It has been developed jointly with a number of colleagues. It is a work
in progress in the sense that not all components of the methodology
are complete. The methodology, at its present level of development,
will be illustrated in two specific cases: the flow of oil in petroleum
reservoirs (with prediction of production rates) and an analysis of
solution errors for the simulation of shock wave interactions.
The formalism assesses uncertainty and yields confidence intervals associated
with its prediction. In the terminology of verification and validation,
these predictions can be verified as exact within a framework for statistical
inference, but they are not validated as being descriptive of a physical
situation. In fact the present illustrative examples are simplified
and are not intended to represent an experimental or engineering system.
The methodology combines new developments in the traditional areas of
oil reservoir upscaling and history matching with a new theory for numerical
solution errors and with Bayesian inference.

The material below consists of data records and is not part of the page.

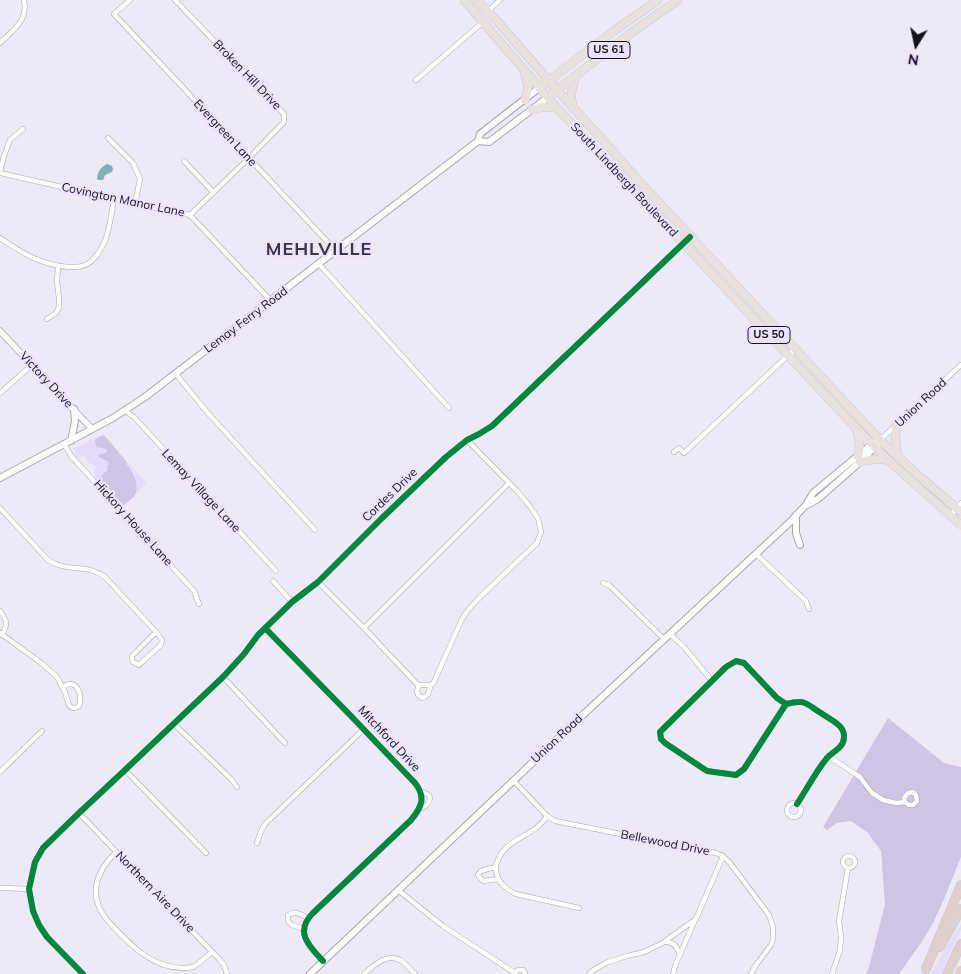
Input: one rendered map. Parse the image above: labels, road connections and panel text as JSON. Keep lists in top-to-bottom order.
{
  "streets": {
    "main road": [
      "US 61",
      "South Lindbergh Boulevard",
      "Lemay Ferry Road",
      "US 50",
      "Union Road"
    ],
    "street": [
      "Broken Hill Drive",
      "Evergreen Lane",
      "Covington Manor Lane",
      "Victory Drive",
      "Lemay Village Lane",
      "Cordes Drive",
      "Hickory House Lane",
      "Mitchford Drive",
      "Bellewood Drive",
      "Northern Aire Drive"
    ]
  },
  "crossings": [
    ["Broken Hill Drive", "Evergreen Lane"],
    ["Broken Hill Drive", "Covington Manor Lane"],
    ["Evergreen Lane", "Lemay Ferry Road"],
    ["South Lindbergh Boulevard", "Lemay Ferry Road"],
    ["South Lindbergh Boulevard", "Union Road"],
    ["South Lindbergh Boulevard", "Cordes Drive"],
    ["Covington Manor Lane", "Lemay Ferry Road"],
    ["Lemay Ferry Road", "Victory Drive"],
    ["Lemay Ferry Road", "Lemay Village Lane"],
    ["Lemay Ferry Road", "Hickory House Lane"],
    ["Union Road", "Bellewood Drive"],
    ["Cordes Drive", "Mitchford Drive"],
    ["Cordes Drive", "Northern Aire Drive"]
  ],
  "districts": ["MEHLVILLE"],
  "north": "bottom"
}
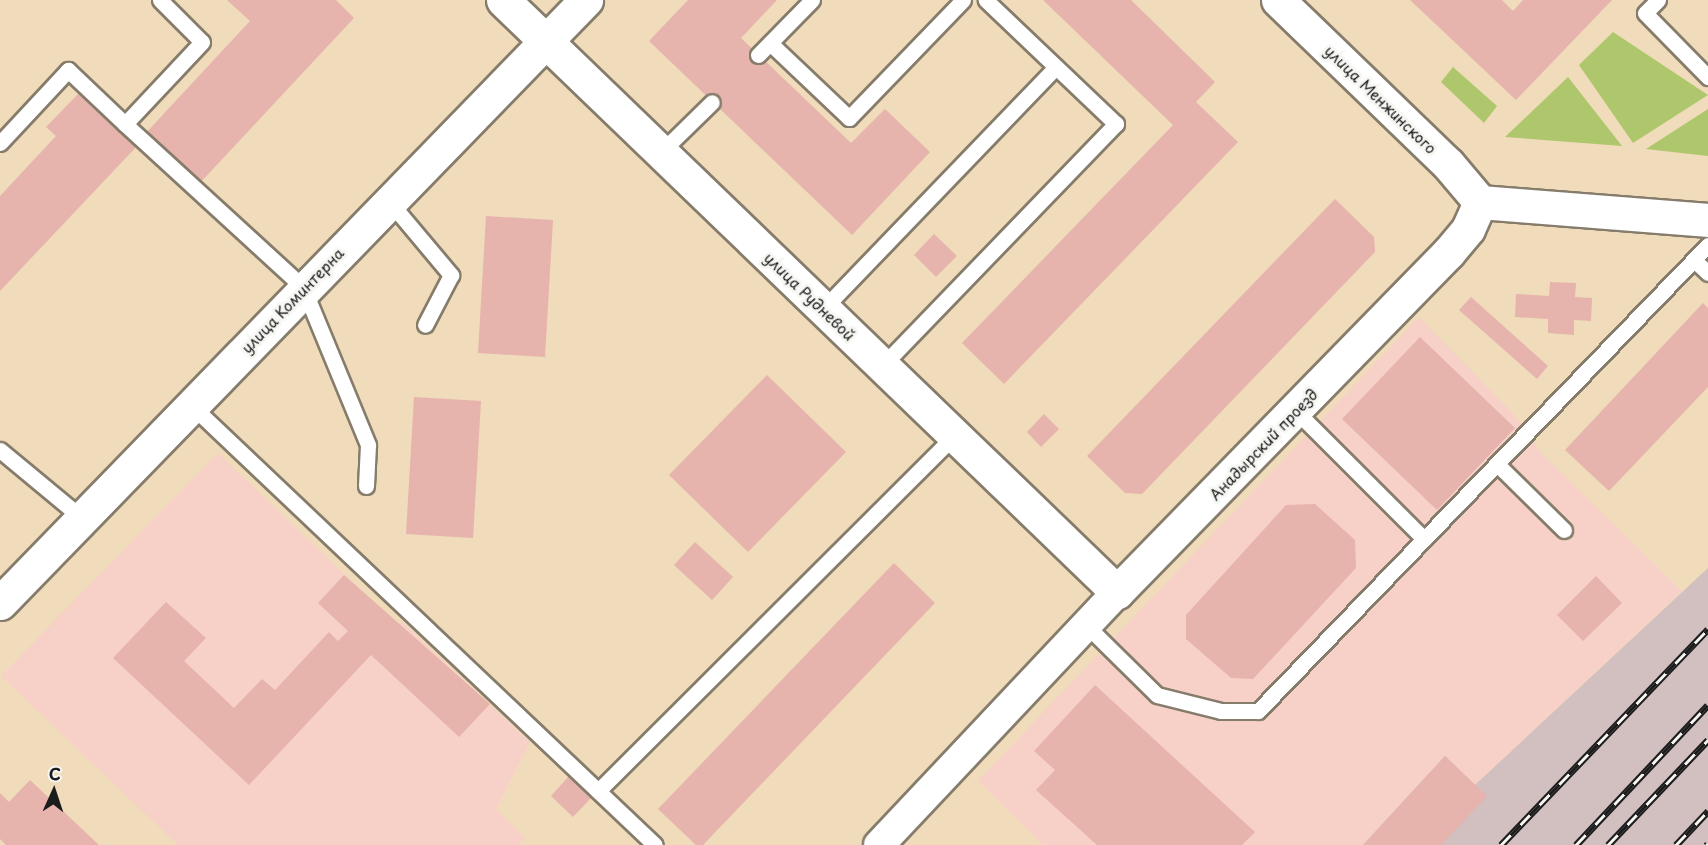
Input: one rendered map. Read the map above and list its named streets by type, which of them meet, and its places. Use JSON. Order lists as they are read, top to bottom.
{
  "streets": {
    "street": [
      "улица Менжинского",
      "улица Рудневой",
      "улица Коминтерна",
      "Анадырский проезд"
    ]
  },
  "crossings": [
    ["улица Менжинского", "Анадырский проезд"],
    ["улица Рудневой", "улица Коминтерна"],
    ["улица Рудневой", "Анадырский проезд"]
  ],
  "north": "top"
}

For the shock wave simulations,
the new result is an error analysis for simple shock wave interactions.
The significance of our methods, in the petroleum reservoir context,
is their ability to predict the risk, or uncertainty associated with
production rate forecasts, and not just the production rates themselves.
The latter feature of this method, which is not standard, is useful
for evaluation of decision alternatives. For shock wave interactions,
the significance of the methodology will be to contribute to verification
and validation of simulation codes.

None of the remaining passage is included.